START Task material

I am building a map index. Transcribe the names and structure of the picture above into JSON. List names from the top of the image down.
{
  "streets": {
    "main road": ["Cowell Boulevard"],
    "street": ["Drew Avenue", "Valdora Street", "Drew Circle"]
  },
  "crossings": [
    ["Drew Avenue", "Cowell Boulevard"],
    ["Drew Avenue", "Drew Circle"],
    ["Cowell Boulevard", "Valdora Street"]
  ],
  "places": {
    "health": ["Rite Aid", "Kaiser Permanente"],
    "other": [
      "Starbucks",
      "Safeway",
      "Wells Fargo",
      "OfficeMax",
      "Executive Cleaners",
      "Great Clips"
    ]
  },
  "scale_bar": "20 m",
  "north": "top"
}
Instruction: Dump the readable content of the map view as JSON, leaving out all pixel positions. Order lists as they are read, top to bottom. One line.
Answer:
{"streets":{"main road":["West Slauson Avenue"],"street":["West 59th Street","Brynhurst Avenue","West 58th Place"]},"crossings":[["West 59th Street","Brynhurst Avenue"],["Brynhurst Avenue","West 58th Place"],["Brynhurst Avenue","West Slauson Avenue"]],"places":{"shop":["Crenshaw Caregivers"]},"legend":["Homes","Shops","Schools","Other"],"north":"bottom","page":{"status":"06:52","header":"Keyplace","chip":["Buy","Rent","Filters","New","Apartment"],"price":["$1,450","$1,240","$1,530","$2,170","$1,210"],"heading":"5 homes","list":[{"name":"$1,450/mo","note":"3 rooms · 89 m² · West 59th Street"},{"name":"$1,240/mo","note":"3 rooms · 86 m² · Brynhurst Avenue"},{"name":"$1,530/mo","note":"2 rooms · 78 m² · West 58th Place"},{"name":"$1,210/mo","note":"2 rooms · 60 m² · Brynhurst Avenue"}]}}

END Task material

→ Activity: All of the data above should be reproduced verbatim.

→ Completed task:
I am building a map index. Transcribe the names and structure of the picture above into JSON. List names from the top of the image down.
{
  "streets": {
    "main road": ["Cowell Boulevard"],
    "street": ["Drew Avenue", "Valdora Street", "Drew Circle"]
  },
  "crossings": [
    ["Drew Avenue", "Cowell Boulevard"],
    ["Drew Avenue", "Drew Circle"],
    ["Cowell Boulevard", "Valdora Street"]
  ],
  "places": {
    "health": ["Rite Aid", "Kaiser Permanente"],
    "other": [
      "Starbucks",
      "Safeway",
      "Wells Fargo",
      "OfficeMax",
      "Executive Cleaners",
      "Great Clips"
    ]
  },
  "scale_bar": "20 m",
  "north": "top"
}
Instruction: Dump the readable content of the map view as JSON, leaving out all pixel positions. Order lists as they are read, top to bottom. One line.
Answer:
{"streets":{"main road":["West Slauson Avenue"],"street":["West 59th Street","Brynhurst Avenue","West 58th Place"]},"crossings":[["West 59th Street","Brynhurst Avenue"],["Brynhurst Avenue","West 58th Place"],["Brynhurst Avenue","West Slauson Avenue"]],"places":{"shop":["Crenshaw Caregivers"]},"legend":["Homes","Shops","Schools","Other"],"north":"bottom","page":{"status":"06:52","header":"Keyplace","chip":["Buy","Rent","Filters","New","Apartment"],"price":["$1,450","$1,240","$1,530","$2,170","$1,210"],"heading":"5 homes","list":[{"name":"$1,450/mo","note":"3 rooms · 89 m² · West 59th Street"},{"name":"$1,240/mo","note":"3 rooms · 86 m² · Brynhurst Avenue"},{"name":"$1,530/mo","note":"2 rooms · 78 m² · West 58th Place"},{"name":"$1,210/mo","note":"2 rooms · 60 m² · Brynhurst Avenue"}]}}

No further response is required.